What is not available in this publication is information on denominators. A total of 18 agents, yes, but out of how many? How many agents have been discussed with the US Food and Drug Administration (FDA) since 1992, and an accelerated approval strategy proposed? How many of these proposals were declined and a strategy for regular approval requested? How many agents since 1992 have actually followed an FDA-sanctioned accelerated approval strategy? How many failed and why? What percentage of the total number of approvals were based on accelerated approval? Many have been critical of this mechanism. Some have called it a back-door approach to approval. Accelerated approval has been made more and more difficult since it became available in 1992. It appears as if the intent is to make an example and dissuade others from utilizing this mechanism. Pharmaceutical companies have become increasingly reluctant to use this mechanism. How many of the 300-plus new agents currently under investigation are following an accelerated approval strategy?

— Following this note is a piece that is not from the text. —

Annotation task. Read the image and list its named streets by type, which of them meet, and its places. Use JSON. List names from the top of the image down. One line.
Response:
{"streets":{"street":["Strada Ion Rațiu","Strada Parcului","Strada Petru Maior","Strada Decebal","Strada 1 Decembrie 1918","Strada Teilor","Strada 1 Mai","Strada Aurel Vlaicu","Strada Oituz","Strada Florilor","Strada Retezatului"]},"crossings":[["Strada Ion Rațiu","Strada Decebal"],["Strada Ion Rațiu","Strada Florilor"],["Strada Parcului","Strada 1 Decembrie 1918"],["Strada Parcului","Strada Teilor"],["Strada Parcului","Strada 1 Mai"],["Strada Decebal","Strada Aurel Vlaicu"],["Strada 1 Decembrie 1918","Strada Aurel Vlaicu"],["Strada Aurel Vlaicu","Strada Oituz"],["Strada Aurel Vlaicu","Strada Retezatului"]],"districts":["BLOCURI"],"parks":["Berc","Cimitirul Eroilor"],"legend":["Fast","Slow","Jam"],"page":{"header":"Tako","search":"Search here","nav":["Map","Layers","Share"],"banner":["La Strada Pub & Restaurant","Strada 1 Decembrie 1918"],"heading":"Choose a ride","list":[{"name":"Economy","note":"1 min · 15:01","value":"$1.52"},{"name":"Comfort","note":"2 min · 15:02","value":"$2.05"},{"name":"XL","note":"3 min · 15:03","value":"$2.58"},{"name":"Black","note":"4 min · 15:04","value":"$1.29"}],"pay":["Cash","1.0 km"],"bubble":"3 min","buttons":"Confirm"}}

Nevertheless, the authors of this publication state that ‘accelerated approval is commonly based on objective response rates in single-arm studies in patients with refractory disease, with confirmatory studies conducted in related populations, usually in patients with less refractory or earlier stage disease. This approach may expedite drug availability to patients with life-threatening disease because single-arm studies are completed and analyzed more rapidly than large, randomized trials’. The authors then conclude that ‘… the accelerated approval program in oncology has been successful in making 18 different products available to patients for 22 different cancer treatment indications’. Although these statements underline the approach that should be followed, they are not representative of actual experience. In this paper, the authors decry response rate as an end point and strongly suggest the use of randomized trials with duration end points. These statements imply the successful application of this mechanism, whereas, one could view the experience to date as a failure to capitalize on an opportunity to bring many more promising new agents to the patient early on.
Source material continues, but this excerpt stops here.